Did you know that 88% of consumers and 47% of workers prefer relatable companies?

I recently stumbled upon a research paper stating that 88% of consumers prefer to buy from a brand that feels authentic.

But let’s also consider this:

47% of job seekers evaluate a company’s culture before applying for a role.

Both stats make this saying even more undeniable: “Business is mission.”

The lack of a clear business mission cuts your ability to satisfy clients.

Surprisingly, many small businesses don’t have a clear purpose beyond sales.

It amuses me because:

  • Not being true to your business mission won’t motivate anyone to follow your lead.
  • It certainly won’t encourage your team to keep your brand’s consistency.
  • And worse, it can make your company’s voice fall flat and unappealing to customers.

Marketing strategies need to combine business goals with relatable messaging.

Paying attention to your mission and values is crucial for successful marketing. Full stop.

So, I recommend keeping your business mission handy.

It will help you know what direction to take when communicating with clients. Either one-to-one or massively —on social media, for example.

Your company’s mission should be the core of your business and marketing plans.

Let’s not overlook it; there is no way around it.

Rework your business mission or craft it from scratch, if necessary. To do so, I’ll invite you to ask yourself these four questions:

  1. What do we do?
  2. How do we do it?
  3. Whom do we do it for?
  4. Why should they care?

It doesn’t matter what exact words you use or how long your mission is. What matters is that it answers the four questions that will make your business make sense.

Connecting with your clients is a matter of authenticity.

Both as a somewhat annoying customer and an ethical marketer, I find it exciting to work with brands that take these things to heart.

But that was enough on my part, wasn’t it?

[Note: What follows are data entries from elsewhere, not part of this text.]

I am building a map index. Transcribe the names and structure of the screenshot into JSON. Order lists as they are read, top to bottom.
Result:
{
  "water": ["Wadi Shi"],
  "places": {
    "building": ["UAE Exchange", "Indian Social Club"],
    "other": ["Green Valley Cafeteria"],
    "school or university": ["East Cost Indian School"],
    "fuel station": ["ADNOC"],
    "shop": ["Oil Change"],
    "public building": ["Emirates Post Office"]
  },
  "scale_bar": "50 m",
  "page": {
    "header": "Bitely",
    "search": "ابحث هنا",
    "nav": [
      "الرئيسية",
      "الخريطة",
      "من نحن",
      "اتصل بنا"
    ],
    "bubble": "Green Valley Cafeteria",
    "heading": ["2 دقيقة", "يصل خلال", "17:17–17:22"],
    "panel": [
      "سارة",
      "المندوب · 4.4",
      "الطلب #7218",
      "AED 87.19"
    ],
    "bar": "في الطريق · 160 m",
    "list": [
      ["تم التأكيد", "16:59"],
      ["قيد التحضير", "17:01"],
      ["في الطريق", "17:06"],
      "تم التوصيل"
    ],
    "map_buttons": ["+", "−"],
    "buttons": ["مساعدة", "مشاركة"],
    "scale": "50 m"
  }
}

Let me know your thoughts on this!

Business and Marketing Mission FAQ

  • Why is a business mission analysis important?
    Good business analysis provides the clarity and direction needed to make decisions affecting the business in all areas: administrative, operative, and marketing.
  • What is a marketing mission statement?
    A marketing mission describes a business’s purpose in pursuing marketing strategies and other initiatives. It also offers a point of reference to evaluate their performance.
  • How does a marketing mission help achieve my business goals?
    A marketing mission can help a business focus on what matters the most for achieving the business goals. Marketing missions can change over time.